Entre los temas de discusión pública de mayor polémica está el “aborto”. En buena medida, el debate se origina en la tendencia de ciertos sectores a centrarlo en consideraciones religiosas, que por su naturaleza dejan de lado a la razón y a los derechos de la mujer. El problema se ahonda al intervenir en la disputa agentes desconocedores de la materia, que se limitan a repetir discursos de la iglesia sin ponderarlos debidamente. La ignorancia es madre de muchos males.
Téngase presente que para la Iglesia Católica hasta la promulgación de la bula Apostolicae Sedis (Pío IX, 1869), la interrupción del embarazo no entrañaba la eliminación de una vida humana. Y esto en tanto hasta hace menos de dos siglos, para el catolicismo, el feto tenía alma solo después de cuarenta días de la concepción, en el caso del varón; y de ochenta días, si el feto era femenino… discriminación prenatal.
Atendamos a lo esencial: el aborto no es un “asunto” sometido a la infalibilidad papal… tampoco, materia de dogma de fe. La improcedencia de la oposición al aborto bajo miramientos religiosos, al margen de que seamos o no “creyentes” es un error.
Lo sostiene D. Böhler, ningún interlocutor discursivo puede menoscabar la libertad de otro sin poner en juego su propia credibilidad y socavar el discurso. El fondo debe abordarse en términos de “libertad comunicativa” contrapuesta a la “arbitrariedad”, siendo aquella “un bien discursivo y moral originario e irrebasable”.

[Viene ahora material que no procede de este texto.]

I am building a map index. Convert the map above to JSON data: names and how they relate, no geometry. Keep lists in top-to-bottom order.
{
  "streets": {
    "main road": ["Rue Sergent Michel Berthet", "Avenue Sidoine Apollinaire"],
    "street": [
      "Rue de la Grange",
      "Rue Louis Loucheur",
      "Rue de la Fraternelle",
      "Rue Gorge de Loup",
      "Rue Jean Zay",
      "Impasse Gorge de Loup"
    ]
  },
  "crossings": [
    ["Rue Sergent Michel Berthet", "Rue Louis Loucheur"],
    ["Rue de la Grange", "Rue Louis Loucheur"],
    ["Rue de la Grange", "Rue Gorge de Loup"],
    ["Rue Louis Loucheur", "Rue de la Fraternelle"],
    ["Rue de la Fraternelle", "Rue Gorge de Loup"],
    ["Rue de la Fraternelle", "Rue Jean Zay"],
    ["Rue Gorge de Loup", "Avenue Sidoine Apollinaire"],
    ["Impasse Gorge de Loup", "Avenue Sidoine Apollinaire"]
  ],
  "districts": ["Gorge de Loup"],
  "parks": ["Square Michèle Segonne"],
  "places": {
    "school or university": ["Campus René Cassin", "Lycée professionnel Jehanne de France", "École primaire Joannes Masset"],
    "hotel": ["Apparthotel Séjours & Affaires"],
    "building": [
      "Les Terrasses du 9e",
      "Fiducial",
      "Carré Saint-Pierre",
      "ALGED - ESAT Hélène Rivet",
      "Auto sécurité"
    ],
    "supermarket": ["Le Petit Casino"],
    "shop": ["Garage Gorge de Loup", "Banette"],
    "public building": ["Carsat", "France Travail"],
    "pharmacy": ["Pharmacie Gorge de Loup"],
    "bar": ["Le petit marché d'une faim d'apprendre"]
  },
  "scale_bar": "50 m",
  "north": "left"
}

Esto nos trae al “enfoque feminista” del asunto, y a S. de Beauvoir para quien la pleitesía a la mujer comienza por el respeto a su organismo; por el irrestricto derecho a “disponer de su propio cuerpo”. Negárselos es condenarla a ser víctima de la fecundidad y la procreación. En El Segundo Sexo, con toda razón, afirma que la mujer no puede seguir siendo considerada un ser biológicamente atrapado en ellas. Limitar el derecho de la mujer a abortar es aceptar el errado concepto aristotélico de que “el carácter de las mujeres padece de un defecto natural”. A por su libertad.